The energy coal market is in a difficult state. The GCNewc 6000kcal price recently fell below the levels reached during the 2015/16 downturn. Wood Mackenzie has estimated that at late June 2020 spot prices around two-thirds of seaborne supply was likely to be earning negative margins. Short term increases in producer currencies and diesel prices have amplified cost challenges. An uplift in power demand across developed Asia as re-starts progress could help to stabilise the market. China’s policy in respect of energy coal imports remains a key uncertainty.
Copper prices fell sharply in March 2020 amidst depressed macro investor sentiment. They have since rebounded, first on improving sentiment towards pro-growth assets, and more recently on news of supply challenges in South America due to COVID-19. In terms of demand fundamentals, our view is that the decline in ex-China copper demand will be less severe than for steel. Conversely, in China, copper demand could be marginally weaker than steel in the 2020 calendar year, based partly on copper’s greater exposure to indirect exports from China (approximately 20 per cent versus approximately 10 per cent for steel). Copper also benefits less than steel from transport and non-power utilities infrastructure, which are benefitting from strong policy support. On the supply side, Peru and Chile have experienced difficulty in containing COVID-19, with flow-on impacts to copper operations and the broader supply chain. This has led to a material tightening of the copper concentrate balance, with treatment and refining charges moving lower in response. Scrap availability has also been constrained.

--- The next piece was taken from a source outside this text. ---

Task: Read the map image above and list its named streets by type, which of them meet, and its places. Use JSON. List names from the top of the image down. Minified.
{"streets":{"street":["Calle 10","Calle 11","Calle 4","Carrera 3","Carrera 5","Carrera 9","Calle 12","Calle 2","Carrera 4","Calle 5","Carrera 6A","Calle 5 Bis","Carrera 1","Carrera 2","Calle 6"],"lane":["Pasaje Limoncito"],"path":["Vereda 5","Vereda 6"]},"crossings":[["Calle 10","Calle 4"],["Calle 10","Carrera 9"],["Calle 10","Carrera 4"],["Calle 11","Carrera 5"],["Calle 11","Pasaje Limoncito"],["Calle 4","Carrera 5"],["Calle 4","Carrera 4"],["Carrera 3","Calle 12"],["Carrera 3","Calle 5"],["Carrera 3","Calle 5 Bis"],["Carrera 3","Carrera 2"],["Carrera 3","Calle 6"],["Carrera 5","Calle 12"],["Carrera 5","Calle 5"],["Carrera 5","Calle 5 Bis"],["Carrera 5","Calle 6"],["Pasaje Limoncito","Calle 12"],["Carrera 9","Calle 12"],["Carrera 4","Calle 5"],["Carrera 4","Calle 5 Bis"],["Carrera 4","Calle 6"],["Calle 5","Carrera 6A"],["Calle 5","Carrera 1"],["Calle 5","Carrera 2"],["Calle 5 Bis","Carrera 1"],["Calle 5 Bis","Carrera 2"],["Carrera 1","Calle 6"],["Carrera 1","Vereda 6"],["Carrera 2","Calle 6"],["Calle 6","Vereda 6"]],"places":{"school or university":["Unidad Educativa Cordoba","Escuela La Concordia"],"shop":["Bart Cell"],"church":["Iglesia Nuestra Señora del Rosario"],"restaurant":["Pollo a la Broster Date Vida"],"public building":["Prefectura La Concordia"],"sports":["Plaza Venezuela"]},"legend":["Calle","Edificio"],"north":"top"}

After crashing in March 2020, crude oil prices exhibited considerable volatility in April 2020. However, conditions improved in May and June 2020, as the early impact of global supply cuts, China’s demand recovery and activity re-starts in the US and Europe took some pressure off global storage. Large and small producers alike have announced sharp cuts in capital spending in response to the price decline. In North America, rigs targeting oil have declined by more than 70 per cent, to a level last seen before the shale boom. We believe that the most significant risks to the physical market have passed. However, a return to pre-COVID-19 demand levels is not expected to occur before the end of the 2021 calendar year.
Average realised prices
The average realised prices achieved for our major commodities are summarised below.
|Average realised prices(i)||Jun H20||Dec H19||FY20||FY19||FY20|
|Oil (crude and condensate) (US$/bbl)||37.51||60.64||49.53||66.59||(26%)||(41%)||(38%)|
|Natural gas (US$/Mscf)(ii)||3.76||4.26||4.04||4.55||(11%)||(15%)||(12%)|
|Iron ore (US$/wmt, FOB)||76.67||78.30||77.36||66.68||16%||(1%)||(2%)|
|Metallurgical coal (US$/t)||121.25||140.94||130.97||179.67||(27%)||(32%)||(14%)|
|Hard coking coal (US$/t)(iii)||133.51||154.01||143.65||199.61||(28%)||(34%)||(13%)|
|Weak coking coal (US$/t)(iii)||84.43||101.06||92.59||130.18||(29%)||(33%)||(16%)|
|Thermal coal (US$/t)(iv)||55.91||58.55||57.10||77.90||(27%)||(23%)||(5%)|
|Nickel metal (US$/t)||12,459||15,715||13,860||12,462||11%||0%||(21%)|
(i) Based on provisional, unaudited estimates. Prices exclude sales from equity accounted investments, third party product and internal sales, and represent the weighted average of various sales terms (for example: FOB, CIF and CFR), unless otherwise noted. Includes the impact of provisional pricing and finalisation adjustments.
(ii) Includes internal sales.
(iii) Hard coking coal (HCC) refers generally to those metallurgical coals with a Coke Strength after Reaction (CSR) of 35 and above, which includes coals across the spectrum from Premium Coking to Semi Hard Coking coals, while weak coking coal (WCC) refers generally to those metallurgical coals with a CSR below 35.
(iv) Export sales only; excludes Cerrejón. Includes thermal coal sales from metallurgical coal mines.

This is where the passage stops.